[Stored data]

★ ★ ★ ★ ★

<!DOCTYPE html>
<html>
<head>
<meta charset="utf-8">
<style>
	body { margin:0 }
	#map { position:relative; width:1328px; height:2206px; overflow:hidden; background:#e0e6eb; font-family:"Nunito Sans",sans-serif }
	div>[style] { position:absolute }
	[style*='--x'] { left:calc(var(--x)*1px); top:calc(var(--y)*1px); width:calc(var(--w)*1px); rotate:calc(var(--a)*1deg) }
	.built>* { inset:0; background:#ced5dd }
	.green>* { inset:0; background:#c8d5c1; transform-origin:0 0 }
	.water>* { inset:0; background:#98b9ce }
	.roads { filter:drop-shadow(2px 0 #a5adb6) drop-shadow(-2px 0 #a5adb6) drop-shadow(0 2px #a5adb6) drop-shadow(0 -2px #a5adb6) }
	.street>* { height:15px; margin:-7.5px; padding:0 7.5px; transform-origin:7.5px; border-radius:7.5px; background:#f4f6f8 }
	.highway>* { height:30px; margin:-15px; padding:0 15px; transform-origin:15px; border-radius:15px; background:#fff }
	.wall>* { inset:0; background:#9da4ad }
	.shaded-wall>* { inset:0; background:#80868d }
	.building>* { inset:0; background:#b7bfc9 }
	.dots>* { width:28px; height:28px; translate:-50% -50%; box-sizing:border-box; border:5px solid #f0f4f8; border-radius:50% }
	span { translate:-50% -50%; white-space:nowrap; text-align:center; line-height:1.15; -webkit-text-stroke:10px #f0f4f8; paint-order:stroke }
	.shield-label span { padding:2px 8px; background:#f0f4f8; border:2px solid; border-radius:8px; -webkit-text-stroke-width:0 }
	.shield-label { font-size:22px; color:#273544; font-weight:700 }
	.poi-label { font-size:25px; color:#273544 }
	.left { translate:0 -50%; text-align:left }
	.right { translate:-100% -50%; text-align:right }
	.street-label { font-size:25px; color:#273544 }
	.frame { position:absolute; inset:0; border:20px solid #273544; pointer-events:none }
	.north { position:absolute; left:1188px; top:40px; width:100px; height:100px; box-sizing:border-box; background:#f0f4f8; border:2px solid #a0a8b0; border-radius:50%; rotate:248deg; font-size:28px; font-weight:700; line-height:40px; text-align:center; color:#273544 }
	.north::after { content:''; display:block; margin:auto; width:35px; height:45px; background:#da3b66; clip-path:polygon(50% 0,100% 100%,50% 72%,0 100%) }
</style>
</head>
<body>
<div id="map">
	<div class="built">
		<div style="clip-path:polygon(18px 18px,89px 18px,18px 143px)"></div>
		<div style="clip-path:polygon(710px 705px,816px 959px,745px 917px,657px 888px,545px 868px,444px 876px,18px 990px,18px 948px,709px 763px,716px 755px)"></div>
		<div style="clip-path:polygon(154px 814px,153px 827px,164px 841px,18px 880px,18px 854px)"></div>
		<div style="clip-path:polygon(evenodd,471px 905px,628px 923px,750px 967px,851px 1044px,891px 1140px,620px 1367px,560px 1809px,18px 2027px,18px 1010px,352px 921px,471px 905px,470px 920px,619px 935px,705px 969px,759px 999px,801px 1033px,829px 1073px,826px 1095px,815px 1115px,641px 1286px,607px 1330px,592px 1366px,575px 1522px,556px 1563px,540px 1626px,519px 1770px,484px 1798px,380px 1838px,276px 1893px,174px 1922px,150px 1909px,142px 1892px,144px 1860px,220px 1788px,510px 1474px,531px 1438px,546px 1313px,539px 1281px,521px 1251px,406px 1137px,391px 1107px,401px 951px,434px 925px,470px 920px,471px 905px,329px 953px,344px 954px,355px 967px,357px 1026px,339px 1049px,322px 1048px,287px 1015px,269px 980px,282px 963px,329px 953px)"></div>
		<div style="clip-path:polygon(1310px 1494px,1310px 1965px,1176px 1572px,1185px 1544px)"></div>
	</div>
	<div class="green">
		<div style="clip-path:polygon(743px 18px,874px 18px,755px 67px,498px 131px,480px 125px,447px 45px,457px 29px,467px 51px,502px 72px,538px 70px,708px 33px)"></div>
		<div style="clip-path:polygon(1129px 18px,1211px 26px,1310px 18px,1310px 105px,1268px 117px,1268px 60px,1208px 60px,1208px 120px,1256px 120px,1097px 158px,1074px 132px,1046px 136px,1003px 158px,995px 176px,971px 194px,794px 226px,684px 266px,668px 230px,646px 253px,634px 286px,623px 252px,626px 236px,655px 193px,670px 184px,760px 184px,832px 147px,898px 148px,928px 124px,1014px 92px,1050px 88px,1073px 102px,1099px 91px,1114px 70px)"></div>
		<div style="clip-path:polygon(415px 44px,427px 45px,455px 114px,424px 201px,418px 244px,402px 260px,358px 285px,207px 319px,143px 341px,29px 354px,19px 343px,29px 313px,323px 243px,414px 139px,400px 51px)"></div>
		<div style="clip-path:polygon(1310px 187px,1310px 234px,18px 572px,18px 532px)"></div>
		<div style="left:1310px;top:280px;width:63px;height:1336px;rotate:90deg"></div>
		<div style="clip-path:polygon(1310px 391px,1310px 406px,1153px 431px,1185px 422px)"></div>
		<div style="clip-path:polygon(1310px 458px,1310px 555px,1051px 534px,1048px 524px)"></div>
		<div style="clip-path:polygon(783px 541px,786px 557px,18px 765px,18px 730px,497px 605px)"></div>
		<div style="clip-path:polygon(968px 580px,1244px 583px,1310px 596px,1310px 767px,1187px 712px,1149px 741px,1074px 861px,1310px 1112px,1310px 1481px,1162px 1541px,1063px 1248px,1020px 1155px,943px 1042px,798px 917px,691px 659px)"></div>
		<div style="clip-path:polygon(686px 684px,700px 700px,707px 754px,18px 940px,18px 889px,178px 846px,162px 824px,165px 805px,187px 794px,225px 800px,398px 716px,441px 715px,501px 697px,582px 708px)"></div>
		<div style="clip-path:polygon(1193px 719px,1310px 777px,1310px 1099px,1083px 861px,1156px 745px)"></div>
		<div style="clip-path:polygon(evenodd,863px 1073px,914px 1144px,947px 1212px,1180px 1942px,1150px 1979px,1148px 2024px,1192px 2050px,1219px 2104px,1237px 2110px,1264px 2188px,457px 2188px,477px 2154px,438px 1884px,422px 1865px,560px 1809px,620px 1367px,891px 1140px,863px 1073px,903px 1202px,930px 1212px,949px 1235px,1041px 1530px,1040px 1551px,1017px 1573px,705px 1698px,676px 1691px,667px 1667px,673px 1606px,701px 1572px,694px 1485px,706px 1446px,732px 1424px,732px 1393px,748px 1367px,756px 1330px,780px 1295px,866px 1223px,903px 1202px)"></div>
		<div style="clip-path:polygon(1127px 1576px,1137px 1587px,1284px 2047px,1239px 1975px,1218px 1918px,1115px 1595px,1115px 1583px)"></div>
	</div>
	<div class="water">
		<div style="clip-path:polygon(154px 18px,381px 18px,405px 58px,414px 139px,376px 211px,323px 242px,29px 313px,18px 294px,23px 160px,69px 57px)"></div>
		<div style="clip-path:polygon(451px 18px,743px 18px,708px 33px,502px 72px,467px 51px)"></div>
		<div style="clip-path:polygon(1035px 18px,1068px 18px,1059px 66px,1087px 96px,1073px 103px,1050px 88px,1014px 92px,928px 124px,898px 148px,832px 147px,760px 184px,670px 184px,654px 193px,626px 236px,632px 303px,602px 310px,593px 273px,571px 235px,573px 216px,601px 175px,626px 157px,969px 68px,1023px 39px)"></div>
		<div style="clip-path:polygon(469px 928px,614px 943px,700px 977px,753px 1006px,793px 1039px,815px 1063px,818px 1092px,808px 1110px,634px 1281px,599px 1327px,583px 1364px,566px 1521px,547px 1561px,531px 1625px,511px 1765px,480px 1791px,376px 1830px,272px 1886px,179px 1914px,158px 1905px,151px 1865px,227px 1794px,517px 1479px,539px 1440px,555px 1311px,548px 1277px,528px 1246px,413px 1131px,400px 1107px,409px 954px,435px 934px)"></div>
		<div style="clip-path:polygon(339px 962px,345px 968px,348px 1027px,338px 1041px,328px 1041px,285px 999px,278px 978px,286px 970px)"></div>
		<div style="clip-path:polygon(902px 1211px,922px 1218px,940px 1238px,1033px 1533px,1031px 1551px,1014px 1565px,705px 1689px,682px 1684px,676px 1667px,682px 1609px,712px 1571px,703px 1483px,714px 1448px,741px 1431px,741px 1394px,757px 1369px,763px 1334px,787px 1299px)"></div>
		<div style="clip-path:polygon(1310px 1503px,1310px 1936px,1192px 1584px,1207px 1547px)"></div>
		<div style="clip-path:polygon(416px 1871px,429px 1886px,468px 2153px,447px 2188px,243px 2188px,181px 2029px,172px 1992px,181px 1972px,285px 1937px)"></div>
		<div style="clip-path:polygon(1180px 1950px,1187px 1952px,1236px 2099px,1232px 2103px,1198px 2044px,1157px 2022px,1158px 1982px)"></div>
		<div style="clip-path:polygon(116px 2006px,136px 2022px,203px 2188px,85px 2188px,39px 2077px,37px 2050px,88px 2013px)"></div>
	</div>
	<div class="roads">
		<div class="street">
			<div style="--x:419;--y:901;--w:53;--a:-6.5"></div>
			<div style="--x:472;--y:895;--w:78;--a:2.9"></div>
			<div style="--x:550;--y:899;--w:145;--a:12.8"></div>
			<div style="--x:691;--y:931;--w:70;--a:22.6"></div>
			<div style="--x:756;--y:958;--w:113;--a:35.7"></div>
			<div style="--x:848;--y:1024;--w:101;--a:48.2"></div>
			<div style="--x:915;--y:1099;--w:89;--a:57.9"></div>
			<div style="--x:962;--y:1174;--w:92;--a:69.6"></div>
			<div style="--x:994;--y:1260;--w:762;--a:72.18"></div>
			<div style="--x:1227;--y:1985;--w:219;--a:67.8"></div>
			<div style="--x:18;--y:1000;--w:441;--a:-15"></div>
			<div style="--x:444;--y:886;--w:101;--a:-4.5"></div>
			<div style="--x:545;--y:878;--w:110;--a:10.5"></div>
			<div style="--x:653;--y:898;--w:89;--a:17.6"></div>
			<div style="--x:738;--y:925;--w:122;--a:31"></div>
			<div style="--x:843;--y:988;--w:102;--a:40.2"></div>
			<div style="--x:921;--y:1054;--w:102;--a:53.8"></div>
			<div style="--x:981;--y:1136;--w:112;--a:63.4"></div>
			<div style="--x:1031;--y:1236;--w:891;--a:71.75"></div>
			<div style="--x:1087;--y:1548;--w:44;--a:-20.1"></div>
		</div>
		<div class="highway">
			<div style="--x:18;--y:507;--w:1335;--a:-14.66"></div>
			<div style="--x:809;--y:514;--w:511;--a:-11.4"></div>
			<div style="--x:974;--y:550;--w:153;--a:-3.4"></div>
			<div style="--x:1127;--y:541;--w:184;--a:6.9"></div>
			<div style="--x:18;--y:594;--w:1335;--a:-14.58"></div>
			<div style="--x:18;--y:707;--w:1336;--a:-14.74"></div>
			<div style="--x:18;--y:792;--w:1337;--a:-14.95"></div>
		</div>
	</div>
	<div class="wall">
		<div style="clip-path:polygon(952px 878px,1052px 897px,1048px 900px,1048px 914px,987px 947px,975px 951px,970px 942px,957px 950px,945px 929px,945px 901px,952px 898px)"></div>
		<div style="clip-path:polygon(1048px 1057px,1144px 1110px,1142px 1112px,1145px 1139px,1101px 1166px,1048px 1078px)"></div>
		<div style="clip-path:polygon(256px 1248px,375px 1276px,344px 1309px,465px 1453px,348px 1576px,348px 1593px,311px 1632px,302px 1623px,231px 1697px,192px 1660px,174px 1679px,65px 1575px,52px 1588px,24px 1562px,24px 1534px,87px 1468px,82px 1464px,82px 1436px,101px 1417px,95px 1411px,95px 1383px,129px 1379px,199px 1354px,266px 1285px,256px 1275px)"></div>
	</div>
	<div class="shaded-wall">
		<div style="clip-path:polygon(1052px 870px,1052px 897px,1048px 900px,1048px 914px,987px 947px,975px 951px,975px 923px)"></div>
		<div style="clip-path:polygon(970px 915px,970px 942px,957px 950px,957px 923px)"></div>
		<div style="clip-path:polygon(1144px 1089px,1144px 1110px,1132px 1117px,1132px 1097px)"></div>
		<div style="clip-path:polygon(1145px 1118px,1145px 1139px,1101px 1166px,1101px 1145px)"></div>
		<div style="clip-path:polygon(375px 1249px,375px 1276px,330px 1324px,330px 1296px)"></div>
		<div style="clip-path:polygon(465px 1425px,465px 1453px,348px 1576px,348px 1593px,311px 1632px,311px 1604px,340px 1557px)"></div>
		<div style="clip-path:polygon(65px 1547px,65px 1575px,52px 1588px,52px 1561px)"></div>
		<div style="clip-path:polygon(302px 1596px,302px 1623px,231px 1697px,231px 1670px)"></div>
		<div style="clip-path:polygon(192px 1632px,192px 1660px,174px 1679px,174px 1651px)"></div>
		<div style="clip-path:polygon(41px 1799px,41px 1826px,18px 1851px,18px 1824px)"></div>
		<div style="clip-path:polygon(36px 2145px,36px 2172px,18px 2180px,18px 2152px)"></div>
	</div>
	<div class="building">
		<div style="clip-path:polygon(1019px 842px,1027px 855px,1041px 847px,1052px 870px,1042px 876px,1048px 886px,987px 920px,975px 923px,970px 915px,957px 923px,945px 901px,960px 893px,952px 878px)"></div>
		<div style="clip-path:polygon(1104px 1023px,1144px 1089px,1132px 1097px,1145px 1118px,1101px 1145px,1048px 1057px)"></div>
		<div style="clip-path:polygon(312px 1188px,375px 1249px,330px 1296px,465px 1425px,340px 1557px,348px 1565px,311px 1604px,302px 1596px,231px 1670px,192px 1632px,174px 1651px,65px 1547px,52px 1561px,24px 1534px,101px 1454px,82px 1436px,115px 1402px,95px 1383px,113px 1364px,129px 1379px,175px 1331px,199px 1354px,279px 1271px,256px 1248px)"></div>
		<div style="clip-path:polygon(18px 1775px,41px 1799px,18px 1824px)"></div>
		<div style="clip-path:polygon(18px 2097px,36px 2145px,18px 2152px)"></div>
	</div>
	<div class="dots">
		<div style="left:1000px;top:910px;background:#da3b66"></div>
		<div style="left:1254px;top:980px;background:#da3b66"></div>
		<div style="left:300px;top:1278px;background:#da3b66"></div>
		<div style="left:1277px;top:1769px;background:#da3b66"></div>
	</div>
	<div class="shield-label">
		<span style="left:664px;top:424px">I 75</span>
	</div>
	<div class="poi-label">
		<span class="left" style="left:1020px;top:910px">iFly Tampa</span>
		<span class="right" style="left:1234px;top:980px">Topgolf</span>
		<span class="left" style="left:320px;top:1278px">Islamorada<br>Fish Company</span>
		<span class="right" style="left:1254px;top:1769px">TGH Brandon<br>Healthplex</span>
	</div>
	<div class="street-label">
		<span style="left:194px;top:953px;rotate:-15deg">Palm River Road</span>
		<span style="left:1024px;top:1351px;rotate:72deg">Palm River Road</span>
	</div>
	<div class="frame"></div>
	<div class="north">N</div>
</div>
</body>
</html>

★ ★ ★ ★ ★

## Task brief
Write out a verbatim copy of the data, beginning with its first line and ending with the line that contains "translate:-100% -50%; text-align:right".

## Result of this exercise
<!DOCTYPE html>
<html>
<head>
<meta charset="utf-8">
<style>
	body { margin:0 }
	#map { position:relative; width:1328px; height:2206px; overflow:hidden; background:#e0e6eb; font-family:"Nunito Sans",sans-serif }
	div>[style] { position:absolute }
	[style*='--x'] { left:calc(var(--x)*1px); top:calc(var(--y)*1px); width:calc(var(--w)*1px); rotate:calc(var(--a)*1deg) }
	.built>* { inset:0; background:#ced5dd }
	.green>* { inset:0; background:#c8d5c1; transform-origin:0 0 }
	.water>* { inset:0; background:#98b9ce }
	.roads { filter:drop-shadow(2px 0 #a5adb6) drop-shadow(-2px 0 #a5adb6) drop-shadow(0 2px #a5adb6) drop-shadow(0 -2px #a5adb6) }
	.street>* { height:15px; margin:-7.5px; padding:0 7.5px; transform-origin:7.5px; border-radius:7.5px; background:#f4f6f8 }
	.highway>* { height:30px; margin:-15px; padding:0 15px; transform-origin:15px; border-radius:15px; background:#fff }
	.wall>* { inset:0; background:#9da4ad }
	.shaded-wall>* { inset:0; background:#80868d }
	.building>* { inset:0; background:#b7bfc9 }
	.dots>* { width:28px; height:28px; translate:-50% -50%; box-sizing:border-box; border:5px solid #f0f4f8; border-radius:50% }
	span { translate:-50% -50%; white-space:nowrap; text-align:center; line-height:1.15; -webkit-text-stroke:10px #f0f4f8; paint-order:stroke }
	.shield-label span { padding:2px 8px; background:#f0f4f8; border:2px solid; border-radius:8px; -webkit-text-stroke-width:0 }
	.shield-label { font-size:22px; color:#273544; font-weight:700 }
	.poi-label { font-size:25px; color:#273544 }
	.left { translate:0 -50%; text-align:left }
	.right { translate:-100% -50%; text-align:right }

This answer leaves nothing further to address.